▶ [WHAT THIS TASK INVOLVES]
Go through the data and copy each line where the word "lines" shows up.

[Records contained in a dataset]
____________________

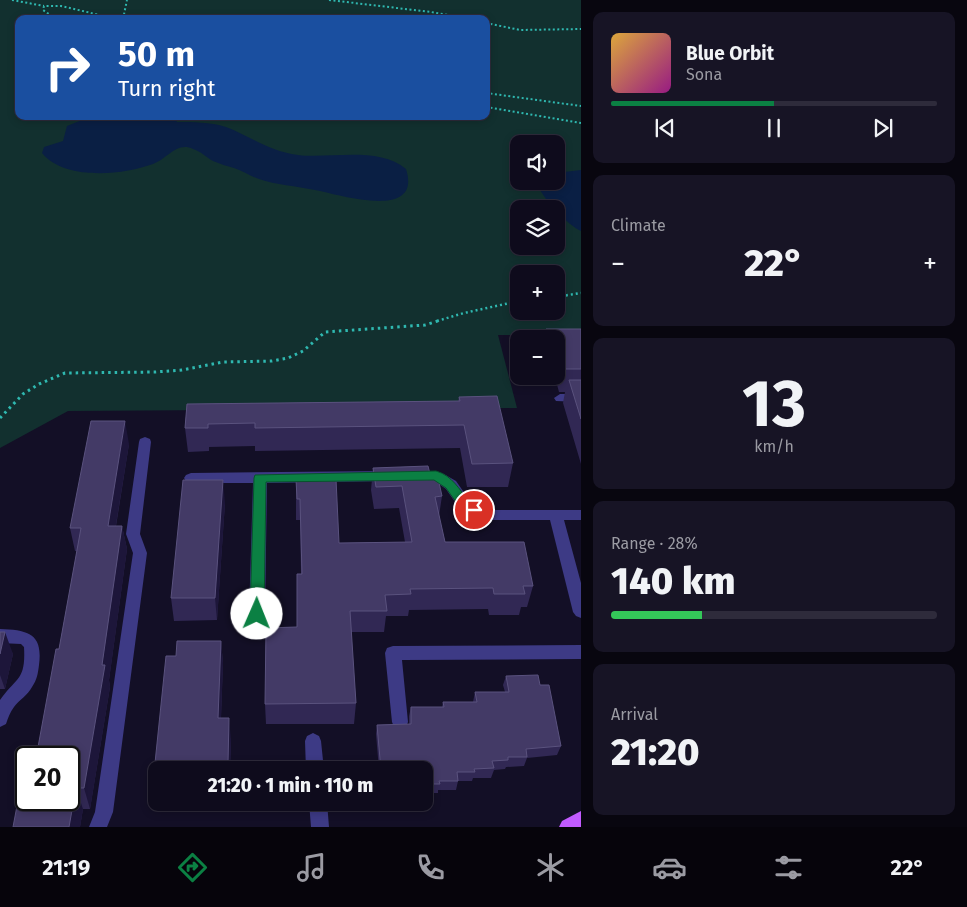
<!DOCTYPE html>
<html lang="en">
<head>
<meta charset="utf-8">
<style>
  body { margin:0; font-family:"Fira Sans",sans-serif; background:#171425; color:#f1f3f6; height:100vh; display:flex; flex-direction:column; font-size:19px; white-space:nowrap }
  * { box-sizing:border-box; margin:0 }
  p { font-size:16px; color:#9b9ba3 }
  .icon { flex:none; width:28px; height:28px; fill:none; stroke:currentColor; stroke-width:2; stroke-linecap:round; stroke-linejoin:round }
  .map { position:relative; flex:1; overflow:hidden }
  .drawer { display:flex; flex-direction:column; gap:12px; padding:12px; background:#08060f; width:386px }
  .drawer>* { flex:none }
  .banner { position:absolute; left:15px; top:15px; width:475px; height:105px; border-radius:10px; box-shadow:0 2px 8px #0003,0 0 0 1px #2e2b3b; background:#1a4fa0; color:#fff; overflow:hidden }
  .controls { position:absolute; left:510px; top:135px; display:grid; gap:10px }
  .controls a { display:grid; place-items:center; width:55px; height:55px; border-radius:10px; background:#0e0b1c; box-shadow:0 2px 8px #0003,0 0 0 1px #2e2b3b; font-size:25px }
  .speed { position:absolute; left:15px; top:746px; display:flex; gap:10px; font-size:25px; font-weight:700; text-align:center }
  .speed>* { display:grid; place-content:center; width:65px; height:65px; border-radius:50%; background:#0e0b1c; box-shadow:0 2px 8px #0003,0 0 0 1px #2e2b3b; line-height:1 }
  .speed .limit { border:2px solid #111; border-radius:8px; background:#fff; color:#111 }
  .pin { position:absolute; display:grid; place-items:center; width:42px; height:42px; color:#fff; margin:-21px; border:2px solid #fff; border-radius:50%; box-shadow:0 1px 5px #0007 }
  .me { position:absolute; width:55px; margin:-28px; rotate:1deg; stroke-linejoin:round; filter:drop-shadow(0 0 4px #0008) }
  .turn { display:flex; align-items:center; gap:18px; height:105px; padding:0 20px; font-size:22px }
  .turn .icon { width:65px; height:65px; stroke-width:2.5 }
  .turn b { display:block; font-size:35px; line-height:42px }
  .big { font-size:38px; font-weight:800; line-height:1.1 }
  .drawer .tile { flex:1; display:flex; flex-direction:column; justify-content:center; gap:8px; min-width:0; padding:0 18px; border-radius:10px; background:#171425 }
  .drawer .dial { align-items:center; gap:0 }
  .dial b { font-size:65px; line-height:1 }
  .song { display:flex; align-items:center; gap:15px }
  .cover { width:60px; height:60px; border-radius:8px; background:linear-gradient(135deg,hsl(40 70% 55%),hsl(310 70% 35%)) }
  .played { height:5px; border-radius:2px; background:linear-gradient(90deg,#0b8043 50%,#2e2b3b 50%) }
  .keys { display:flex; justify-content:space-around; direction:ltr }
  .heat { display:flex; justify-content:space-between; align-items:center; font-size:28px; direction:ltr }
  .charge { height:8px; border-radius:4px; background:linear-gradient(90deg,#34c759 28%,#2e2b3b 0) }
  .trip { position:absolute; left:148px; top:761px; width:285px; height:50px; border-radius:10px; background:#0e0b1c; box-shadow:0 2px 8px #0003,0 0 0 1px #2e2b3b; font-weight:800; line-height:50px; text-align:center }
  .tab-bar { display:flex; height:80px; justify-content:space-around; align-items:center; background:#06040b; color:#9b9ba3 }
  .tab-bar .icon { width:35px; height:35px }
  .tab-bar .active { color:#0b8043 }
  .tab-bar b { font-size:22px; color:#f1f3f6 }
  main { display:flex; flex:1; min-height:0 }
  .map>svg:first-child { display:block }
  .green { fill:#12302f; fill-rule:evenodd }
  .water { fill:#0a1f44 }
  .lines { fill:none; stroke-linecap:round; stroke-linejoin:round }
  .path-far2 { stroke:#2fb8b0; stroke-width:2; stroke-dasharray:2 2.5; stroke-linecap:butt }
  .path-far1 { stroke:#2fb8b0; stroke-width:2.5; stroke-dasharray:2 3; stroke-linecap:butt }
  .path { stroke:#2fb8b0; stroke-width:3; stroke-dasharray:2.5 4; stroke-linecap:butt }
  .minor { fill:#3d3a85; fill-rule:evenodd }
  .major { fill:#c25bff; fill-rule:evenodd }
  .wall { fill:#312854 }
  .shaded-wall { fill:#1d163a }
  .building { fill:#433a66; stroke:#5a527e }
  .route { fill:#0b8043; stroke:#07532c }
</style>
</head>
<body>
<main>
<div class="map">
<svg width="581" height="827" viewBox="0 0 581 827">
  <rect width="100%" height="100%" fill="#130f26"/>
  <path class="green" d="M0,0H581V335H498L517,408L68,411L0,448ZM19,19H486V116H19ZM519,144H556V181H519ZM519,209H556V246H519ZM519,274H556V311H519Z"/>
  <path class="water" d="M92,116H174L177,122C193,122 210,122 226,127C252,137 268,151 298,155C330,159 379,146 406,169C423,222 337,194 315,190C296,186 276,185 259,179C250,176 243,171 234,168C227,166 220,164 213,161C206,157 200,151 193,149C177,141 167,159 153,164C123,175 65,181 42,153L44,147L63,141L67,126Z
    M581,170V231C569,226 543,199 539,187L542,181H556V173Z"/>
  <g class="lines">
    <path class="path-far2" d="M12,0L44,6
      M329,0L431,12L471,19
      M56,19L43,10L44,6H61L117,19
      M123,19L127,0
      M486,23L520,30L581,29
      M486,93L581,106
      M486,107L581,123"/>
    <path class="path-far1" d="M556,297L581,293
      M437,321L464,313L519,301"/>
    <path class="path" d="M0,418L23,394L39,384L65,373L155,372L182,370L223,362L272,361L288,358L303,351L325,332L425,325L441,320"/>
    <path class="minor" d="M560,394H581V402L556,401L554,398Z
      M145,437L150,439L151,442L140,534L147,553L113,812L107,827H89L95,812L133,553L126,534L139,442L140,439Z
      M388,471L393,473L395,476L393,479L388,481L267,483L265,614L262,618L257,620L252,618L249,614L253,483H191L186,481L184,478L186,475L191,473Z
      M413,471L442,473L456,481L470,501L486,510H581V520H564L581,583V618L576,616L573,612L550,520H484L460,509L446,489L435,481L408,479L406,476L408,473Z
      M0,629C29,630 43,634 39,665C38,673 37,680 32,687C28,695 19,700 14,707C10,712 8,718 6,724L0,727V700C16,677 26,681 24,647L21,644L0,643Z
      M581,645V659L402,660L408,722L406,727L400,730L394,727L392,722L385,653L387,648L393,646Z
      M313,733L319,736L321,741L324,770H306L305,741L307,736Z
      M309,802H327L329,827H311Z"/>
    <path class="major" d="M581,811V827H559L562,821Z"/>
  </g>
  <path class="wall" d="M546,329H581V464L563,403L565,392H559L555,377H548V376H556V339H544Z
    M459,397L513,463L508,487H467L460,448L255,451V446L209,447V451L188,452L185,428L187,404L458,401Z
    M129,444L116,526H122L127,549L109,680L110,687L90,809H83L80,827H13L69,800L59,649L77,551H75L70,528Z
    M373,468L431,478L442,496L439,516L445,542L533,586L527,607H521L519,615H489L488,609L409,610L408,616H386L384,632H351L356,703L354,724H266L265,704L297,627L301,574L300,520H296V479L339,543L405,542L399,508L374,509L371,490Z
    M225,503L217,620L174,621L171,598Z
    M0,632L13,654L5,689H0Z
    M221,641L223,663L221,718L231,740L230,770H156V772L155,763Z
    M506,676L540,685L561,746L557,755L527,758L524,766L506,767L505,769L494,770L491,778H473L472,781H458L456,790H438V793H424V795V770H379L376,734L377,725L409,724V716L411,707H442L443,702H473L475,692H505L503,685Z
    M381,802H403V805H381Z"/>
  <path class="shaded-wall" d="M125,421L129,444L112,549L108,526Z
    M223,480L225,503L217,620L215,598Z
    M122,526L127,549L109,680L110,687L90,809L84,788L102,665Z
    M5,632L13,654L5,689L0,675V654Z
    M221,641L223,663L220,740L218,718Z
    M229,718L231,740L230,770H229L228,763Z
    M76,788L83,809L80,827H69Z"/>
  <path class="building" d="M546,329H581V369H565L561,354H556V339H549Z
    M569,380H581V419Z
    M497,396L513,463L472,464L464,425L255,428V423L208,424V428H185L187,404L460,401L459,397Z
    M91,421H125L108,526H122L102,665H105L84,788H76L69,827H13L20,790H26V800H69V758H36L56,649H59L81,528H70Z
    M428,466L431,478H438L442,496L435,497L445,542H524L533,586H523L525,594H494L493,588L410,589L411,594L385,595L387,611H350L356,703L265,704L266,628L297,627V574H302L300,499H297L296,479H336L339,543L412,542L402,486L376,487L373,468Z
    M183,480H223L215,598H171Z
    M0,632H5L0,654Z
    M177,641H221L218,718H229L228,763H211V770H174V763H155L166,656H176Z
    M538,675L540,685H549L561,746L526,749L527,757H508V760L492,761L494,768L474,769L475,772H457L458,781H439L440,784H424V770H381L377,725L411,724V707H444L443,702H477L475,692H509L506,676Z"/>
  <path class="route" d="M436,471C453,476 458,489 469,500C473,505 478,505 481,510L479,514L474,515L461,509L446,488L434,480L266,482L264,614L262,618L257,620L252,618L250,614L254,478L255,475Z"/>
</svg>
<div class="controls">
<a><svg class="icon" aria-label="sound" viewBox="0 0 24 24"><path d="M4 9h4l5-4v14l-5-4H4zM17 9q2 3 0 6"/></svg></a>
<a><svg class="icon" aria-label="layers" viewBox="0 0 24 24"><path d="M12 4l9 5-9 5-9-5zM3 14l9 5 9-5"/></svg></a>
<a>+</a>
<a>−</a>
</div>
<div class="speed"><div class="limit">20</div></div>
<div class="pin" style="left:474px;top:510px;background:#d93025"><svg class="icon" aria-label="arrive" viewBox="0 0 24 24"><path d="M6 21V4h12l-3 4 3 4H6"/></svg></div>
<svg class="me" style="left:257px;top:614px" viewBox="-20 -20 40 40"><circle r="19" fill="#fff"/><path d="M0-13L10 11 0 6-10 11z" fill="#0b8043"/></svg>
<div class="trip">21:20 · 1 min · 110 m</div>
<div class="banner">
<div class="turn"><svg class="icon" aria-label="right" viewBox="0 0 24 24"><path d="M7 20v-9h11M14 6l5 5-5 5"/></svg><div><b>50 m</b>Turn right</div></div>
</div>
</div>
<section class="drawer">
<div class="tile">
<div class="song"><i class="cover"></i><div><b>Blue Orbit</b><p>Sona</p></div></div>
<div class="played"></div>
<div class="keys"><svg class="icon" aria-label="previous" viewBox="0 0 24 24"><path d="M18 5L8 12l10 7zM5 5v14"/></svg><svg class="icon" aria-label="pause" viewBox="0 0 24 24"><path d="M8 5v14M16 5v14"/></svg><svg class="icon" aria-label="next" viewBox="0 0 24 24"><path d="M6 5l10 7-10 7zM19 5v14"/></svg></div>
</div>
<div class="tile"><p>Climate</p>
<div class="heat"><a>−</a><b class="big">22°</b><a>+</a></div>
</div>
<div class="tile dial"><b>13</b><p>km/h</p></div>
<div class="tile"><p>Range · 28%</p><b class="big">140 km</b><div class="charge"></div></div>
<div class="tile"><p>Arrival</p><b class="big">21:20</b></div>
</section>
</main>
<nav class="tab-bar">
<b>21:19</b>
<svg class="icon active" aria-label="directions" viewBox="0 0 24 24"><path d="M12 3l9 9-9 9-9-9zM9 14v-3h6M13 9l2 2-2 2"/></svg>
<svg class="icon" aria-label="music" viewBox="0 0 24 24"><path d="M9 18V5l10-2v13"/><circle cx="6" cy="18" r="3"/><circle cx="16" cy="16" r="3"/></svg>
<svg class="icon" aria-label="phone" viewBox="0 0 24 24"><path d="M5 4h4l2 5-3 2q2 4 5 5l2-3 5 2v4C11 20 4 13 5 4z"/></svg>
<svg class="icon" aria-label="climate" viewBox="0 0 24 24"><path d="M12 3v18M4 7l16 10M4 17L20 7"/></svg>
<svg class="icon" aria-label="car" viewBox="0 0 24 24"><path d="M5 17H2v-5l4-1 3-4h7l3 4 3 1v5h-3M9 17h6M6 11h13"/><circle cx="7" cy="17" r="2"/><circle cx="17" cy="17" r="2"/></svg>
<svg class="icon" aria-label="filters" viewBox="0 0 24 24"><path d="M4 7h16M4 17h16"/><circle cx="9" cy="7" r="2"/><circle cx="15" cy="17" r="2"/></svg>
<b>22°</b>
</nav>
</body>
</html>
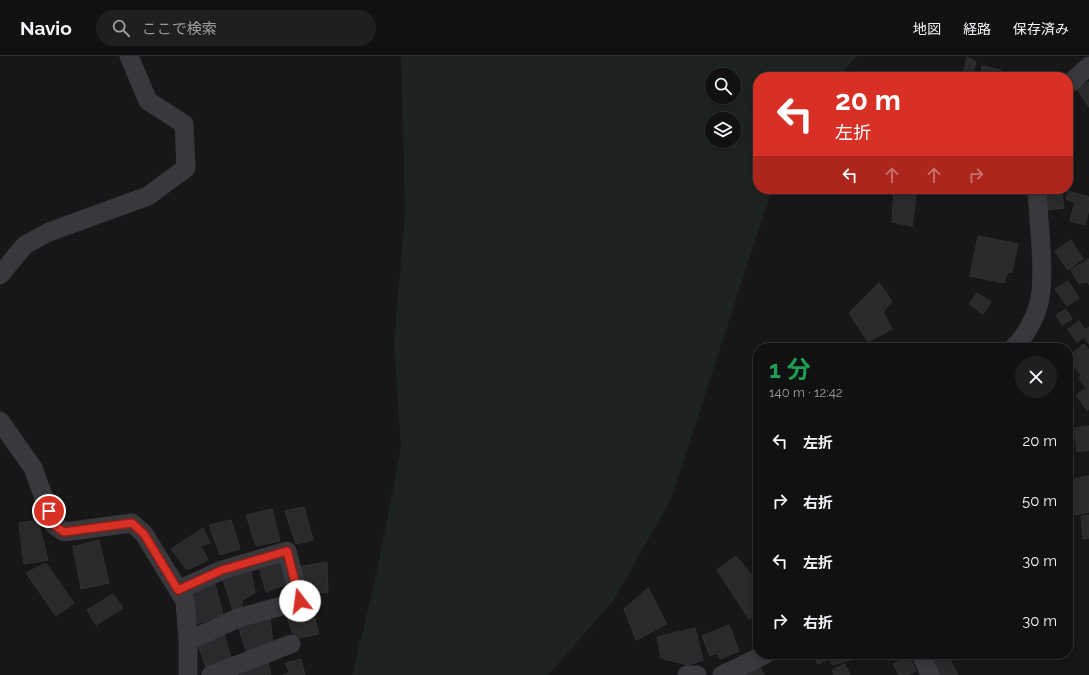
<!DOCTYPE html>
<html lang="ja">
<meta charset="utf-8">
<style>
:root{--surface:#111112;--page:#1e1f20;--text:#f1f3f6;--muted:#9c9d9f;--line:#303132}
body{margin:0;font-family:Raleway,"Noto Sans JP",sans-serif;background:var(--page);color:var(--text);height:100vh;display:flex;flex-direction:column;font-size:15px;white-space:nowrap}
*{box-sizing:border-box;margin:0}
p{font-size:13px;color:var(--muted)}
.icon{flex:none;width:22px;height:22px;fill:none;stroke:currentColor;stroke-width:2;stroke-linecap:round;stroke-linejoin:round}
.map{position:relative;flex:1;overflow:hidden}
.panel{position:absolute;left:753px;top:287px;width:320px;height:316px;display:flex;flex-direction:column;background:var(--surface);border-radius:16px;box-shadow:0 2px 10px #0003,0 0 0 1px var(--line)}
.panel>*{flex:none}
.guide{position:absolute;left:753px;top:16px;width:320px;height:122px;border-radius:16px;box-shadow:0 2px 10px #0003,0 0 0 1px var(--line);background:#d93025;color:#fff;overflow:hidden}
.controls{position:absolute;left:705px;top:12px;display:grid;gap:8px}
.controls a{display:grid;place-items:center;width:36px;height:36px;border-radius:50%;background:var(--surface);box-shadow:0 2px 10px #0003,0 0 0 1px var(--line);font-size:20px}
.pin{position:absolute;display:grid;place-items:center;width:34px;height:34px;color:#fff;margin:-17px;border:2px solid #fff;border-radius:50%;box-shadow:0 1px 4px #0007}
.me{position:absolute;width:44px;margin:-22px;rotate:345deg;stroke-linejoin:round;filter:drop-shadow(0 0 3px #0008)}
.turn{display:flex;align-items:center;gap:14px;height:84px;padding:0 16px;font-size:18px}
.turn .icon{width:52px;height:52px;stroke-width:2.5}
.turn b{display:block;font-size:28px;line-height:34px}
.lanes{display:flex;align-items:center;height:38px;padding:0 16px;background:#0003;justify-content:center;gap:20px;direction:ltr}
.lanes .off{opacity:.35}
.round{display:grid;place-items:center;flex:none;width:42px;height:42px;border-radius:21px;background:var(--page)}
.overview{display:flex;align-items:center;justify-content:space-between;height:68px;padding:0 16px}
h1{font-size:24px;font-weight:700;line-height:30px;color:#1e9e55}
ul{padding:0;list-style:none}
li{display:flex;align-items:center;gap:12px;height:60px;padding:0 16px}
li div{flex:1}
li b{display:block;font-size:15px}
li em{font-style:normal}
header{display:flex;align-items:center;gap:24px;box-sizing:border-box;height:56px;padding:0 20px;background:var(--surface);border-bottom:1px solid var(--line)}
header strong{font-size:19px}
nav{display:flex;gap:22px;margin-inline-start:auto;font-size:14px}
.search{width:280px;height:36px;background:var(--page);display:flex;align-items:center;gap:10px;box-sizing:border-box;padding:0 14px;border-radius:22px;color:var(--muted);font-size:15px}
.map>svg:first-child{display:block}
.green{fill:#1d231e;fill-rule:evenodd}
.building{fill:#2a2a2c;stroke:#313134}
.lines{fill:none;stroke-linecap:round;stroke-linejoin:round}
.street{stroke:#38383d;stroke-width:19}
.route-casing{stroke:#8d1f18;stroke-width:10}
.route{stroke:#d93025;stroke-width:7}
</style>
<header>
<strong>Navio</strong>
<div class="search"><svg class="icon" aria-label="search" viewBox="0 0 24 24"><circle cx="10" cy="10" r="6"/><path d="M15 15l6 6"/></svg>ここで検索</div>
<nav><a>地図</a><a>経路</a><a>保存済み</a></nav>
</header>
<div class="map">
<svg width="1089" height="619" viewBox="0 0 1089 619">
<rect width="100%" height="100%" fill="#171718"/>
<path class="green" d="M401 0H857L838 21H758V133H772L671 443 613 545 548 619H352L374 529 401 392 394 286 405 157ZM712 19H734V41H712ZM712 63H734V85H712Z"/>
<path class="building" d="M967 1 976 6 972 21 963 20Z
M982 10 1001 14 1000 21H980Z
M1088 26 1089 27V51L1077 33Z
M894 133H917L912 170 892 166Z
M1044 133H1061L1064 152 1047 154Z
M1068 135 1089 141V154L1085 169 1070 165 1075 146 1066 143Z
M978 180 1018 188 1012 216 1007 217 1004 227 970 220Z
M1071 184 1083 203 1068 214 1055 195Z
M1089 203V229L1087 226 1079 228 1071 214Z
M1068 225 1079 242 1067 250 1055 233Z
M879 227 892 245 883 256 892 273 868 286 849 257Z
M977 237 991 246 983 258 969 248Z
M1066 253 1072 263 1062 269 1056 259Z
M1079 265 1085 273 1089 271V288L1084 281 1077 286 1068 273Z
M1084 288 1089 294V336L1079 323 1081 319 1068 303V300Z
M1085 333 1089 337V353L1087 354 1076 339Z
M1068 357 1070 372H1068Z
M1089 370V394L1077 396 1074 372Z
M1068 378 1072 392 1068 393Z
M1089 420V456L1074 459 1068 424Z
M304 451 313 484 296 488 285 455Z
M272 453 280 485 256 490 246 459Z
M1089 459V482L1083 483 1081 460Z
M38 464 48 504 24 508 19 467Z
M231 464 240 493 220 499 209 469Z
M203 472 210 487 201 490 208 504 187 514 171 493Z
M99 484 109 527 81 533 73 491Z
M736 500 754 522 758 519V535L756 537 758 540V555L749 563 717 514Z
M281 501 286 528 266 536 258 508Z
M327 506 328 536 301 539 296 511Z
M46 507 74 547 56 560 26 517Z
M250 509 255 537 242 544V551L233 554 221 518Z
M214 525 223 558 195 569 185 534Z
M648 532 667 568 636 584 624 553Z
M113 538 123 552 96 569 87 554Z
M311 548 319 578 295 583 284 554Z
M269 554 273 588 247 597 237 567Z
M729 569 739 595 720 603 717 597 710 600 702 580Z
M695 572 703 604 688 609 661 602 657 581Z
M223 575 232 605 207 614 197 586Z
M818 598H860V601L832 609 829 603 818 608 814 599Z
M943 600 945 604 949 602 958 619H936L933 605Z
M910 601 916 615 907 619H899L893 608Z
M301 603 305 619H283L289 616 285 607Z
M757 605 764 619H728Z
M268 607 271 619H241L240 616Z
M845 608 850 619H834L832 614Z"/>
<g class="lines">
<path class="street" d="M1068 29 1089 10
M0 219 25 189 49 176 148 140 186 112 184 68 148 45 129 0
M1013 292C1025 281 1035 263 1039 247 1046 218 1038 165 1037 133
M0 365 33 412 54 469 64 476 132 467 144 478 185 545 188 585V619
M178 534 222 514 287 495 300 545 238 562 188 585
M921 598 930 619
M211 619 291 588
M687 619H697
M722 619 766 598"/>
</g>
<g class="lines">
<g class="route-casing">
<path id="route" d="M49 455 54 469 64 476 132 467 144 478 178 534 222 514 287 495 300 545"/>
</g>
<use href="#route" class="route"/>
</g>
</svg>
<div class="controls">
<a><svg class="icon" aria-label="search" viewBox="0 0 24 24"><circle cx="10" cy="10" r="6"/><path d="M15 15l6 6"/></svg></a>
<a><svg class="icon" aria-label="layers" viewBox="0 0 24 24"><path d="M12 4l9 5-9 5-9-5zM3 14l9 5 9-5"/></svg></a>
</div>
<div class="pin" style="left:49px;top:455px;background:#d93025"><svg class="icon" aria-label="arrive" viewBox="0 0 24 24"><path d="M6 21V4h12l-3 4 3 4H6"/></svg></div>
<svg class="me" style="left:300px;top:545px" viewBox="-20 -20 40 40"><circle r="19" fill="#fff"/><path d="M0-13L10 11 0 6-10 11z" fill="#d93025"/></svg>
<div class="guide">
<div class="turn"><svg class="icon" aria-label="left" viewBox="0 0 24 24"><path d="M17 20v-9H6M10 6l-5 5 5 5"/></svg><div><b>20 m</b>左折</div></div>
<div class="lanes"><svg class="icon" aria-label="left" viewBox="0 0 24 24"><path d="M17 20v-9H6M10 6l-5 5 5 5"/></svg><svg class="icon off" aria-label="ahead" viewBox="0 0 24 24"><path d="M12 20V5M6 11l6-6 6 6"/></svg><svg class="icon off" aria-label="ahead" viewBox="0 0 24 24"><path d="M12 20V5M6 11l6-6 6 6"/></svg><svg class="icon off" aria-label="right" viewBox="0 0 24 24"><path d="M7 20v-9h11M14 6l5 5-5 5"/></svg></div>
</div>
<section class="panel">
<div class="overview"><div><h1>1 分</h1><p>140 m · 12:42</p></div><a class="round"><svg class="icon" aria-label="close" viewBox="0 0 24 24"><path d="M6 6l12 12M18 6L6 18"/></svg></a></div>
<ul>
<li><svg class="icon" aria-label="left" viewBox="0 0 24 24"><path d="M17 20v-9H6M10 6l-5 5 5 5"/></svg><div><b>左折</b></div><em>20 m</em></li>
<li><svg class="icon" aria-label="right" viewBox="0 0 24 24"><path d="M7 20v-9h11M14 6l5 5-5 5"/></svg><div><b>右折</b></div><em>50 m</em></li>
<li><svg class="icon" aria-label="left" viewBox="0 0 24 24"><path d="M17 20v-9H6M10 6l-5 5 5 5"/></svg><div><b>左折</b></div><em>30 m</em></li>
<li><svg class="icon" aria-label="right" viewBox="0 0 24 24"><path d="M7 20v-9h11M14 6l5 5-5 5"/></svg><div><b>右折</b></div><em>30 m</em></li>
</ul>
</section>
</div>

____________________

▶ [ANSWER FOR THIS EXERCISE]
  .lines { fill:none; stroke-linecap:round; stroke-linejoin:round }
  <g class="lines">
.lines{fill:none;stroke-linecap:round;stroke-linejoin:round}
<g class="lines">
<g class="lines">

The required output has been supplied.